Prior to implementing Thunderstone's Appliance-based search solution, things shaped up very differently on the website — in terms of its data access and retrieval functionality. Back-ended by a COBOL application utilizing a cgi interface to the mainframe's web server, the site originally supported a basic full-text search that required parsing the complete database to search each active item.

It seemed appropriate to consider deploying new technology, because the GSA Auctions® site deserved a more feature-rich and less resource-intensive search tool.

Driving TCO Lower by Integrating Mainframe Systems with "Off-The-Shelf" Products

Thomas Schaefer serves as Systems Architect and consultant to the General Services Administration. He helps the GSA identify innovative ways to derive optimal value from its Unisys ClearPath Mainframe investment and to maximize the productive use of all related I.T. resources.

According to Schaefer, GSA could have written a host-based search engine to run on the system. But, they figured, "Why reinvent the wheel?" Instead, GSA rapidly deployed several off-the-shelf Thunderstone Search Appliances to affordably implement a state-of-the-art search solution with reduced load on the ClearPath system for each request.

"By using Thunderstone Search Appliances, GSA Auctions® has gained the rich search features users have come to expect from sites like Google. The broader point is that, while there is a move to consider total cost of ownership and migrate applications to the ClearPath environment, not every problem requires developing custom mainframe software. Some problems are better solved by integrating existing components, mainframe or otherwise, into composite systems," Schaefer said.

Thunderstone's DataLoad API, which allows data to be pushed into the Appliance, gets used a lot by the people who administer the GSA Auctions® site. And they appreciate the "plug-and-play" reliability of their Thunderstone Search Appliances -- because every added server brings with it an additional production cost. Who wants to maintain yet another server? "With Thunderstone," Schaefer said, "I haven't logged-on in eight months, and everything keeps running just fine."

GSA continues to work with Thunderstone to further enhance and refine its electronic auction offerings to the public, using the Thunderstone Search Appliance model as its standard. Schaefer explained, "We like the fact that we still have the sophistication of Texis, but in an appliance."

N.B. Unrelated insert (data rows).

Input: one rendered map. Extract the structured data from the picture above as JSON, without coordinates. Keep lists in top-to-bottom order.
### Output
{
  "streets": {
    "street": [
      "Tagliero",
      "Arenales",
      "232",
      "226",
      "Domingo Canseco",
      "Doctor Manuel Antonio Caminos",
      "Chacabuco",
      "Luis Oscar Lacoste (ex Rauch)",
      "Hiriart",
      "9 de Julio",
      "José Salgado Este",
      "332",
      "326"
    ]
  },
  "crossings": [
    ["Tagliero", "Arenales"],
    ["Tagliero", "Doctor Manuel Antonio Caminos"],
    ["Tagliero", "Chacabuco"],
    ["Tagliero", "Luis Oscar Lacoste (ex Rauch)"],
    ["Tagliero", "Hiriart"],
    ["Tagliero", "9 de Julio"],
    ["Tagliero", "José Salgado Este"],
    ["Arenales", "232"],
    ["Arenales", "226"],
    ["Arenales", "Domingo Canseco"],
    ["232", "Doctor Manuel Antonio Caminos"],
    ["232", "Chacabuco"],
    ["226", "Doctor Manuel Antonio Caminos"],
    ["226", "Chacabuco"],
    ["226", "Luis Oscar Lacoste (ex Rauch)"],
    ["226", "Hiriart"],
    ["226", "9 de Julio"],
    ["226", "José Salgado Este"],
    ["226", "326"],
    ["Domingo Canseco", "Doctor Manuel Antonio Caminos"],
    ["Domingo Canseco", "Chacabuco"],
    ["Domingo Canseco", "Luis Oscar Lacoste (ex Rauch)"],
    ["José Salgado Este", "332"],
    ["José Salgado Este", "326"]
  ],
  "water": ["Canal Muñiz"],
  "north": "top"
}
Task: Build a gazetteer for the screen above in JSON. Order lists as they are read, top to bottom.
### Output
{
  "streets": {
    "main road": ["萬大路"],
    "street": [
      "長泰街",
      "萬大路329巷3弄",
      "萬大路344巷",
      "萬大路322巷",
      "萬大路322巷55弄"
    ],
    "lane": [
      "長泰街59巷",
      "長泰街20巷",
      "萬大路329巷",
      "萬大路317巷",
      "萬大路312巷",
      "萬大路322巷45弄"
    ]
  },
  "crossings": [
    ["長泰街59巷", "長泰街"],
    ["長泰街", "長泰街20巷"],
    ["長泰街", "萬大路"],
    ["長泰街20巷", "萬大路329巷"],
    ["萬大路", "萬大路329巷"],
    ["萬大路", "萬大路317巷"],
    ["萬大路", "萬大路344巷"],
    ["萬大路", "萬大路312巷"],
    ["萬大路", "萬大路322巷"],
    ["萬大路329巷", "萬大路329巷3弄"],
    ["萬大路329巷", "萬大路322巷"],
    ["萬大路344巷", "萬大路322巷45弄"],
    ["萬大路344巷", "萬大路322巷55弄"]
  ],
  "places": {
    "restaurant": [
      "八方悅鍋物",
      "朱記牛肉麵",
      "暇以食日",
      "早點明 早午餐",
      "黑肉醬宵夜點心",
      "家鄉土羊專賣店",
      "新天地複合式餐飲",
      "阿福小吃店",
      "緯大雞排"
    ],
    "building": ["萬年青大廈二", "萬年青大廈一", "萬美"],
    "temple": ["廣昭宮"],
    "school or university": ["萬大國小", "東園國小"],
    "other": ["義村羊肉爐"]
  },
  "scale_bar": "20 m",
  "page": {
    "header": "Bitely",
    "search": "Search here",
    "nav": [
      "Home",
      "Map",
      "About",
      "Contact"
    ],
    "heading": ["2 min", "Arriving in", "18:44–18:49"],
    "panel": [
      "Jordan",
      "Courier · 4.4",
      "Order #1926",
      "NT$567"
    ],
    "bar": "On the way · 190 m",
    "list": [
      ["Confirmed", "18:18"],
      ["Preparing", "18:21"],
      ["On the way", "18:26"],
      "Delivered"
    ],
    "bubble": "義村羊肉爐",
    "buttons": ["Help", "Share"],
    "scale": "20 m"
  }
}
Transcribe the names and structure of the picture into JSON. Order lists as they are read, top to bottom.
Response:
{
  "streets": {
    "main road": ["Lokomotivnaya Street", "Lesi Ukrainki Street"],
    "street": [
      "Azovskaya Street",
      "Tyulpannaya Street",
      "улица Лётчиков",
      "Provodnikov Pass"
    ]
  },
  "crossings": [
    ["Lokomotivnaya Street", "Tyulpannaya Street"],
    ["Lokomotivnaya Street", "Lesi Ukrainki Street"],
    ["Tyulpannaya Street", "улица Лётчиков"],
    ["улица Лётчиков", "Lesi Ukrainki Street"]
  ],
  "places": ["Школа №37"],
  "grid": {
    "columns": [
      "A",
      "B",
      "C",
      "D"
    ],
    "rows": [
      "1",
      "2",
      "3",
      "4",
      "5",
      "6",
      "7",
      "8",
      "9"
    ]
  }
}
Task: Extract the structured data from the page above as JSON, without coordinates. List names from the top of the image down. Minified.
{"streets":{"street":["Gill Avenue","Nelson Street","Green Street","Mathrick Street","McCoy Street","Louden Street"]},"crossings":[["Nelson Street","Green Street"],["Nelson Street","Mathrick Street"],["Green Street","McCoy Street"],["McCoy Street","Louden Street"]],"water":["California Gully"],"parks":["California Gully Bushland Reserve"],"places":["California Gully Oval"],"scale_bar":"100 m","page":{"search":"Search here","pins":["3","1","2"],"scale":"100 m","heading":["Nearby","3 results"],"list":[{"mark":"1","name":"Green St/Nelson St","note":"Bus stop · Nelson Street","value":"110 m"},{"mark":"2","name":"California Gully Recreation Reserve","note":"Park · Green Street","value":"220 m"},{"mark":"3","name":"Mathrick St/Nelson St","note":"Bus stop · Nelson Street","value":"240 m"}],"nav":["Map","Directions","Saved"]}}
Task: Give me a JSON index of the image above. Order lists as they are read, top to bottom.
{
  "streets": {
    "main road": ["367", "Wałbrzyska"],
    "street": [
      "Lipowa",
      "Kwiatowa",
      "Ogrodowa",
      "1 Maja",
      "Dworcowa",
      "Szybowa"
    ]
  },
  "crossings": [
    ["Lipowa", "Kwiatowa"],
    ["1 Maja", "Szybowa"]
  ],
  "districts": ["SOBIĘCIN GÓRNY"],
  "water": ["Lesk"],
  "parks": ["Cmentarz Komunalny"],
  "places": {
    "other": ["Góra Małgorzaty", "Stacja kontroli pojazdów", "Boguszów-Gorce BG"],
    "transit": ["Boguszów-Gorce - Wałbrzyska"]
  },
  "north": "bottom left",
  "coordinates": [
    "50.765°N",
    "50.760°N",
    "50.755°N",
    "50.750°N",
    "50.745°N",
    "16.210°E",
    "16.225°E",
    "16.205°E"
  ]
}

The current search solution for the site includes two load-balanced Thunderstone Search Appliances (Enterprise Edition) located in a Minnesota production environment. Each Appliance runs active-active. Two additional Thunderstone Search Appliances (one Enterprise Edition and one Small Business Edition) are installed at a GSA facility in Utah, for the purpose of ongoing new application development and testing.

Kevin J. Payne, Director of System Applications at GSA, recalled, "We considered several internal and external search alternatives. Tom [Schaefer] came up with the idea of using a search appliance, which basically meant using either Google or Thunderstone."

"Thunderstone demonstrated a real willingness to make changes that we wanted and to customize their standard appliances to meet our needs. The ability to customize was a big thing. Plus, we really like the way the search engine runs," Payne added.

Customization for the search enhancement project enabled GSA's Thunderstone Search Appliances to add as many as 50 additional data fields (well beyond the three definable fields that come with the standard Appliance) for auction-item searches based on bid amounts and different geographic locations.

Payne said the procurement process was fast and easy. And he expects other key GSA projects to also have their search capabilities powered by Thunderstone Search Appliances in the months ahead. As an example he cited the ( website. Part of the Federal Asset Sales Presidential e-Government (E-GOV) initiative, it will very likely implement its own Thunderstone Search Appliance by Fall 2008.

"These are systems that bring in billions of dollars a year to the U.S. government," noted Payne.

Providing Multiple Ways of Searching Structured/Unstructured Data to Find Precise Results

The GSA Auctions® site offers a variety of ways to search for desired items:

    • Global Search
      The upper right corner of every page on the GSA Auctions® website contains a global search box that can search the entire site for all assets available to bid on and purchase. Users may refine displayed global search results by entering another search term in the search box above their search results and then clicking the "Search Within Results" button.
    • Category Search
      The home page has a category search box for searching only user-selected categories of items. Directly above the category list, the category search box begins with "All Categories" as the default selection from the "category dropdown" list. This list changes to reflect items available for selection as users browse the different product categories.
    • State Search
      Choosing a state from the Browse States dropdown box on the site's main menu header will produce a list of items located in the chosen state and will allow a user to enter keywords for searching the full-text information associated with all the displayed items.
    • Advanced Search
      Accessible via a hyperlink under the global search box, advanced search allows users to: Delimit keyword search types (all words, any words, exact match.) Specify a current winning bid range. Search within a state for an item.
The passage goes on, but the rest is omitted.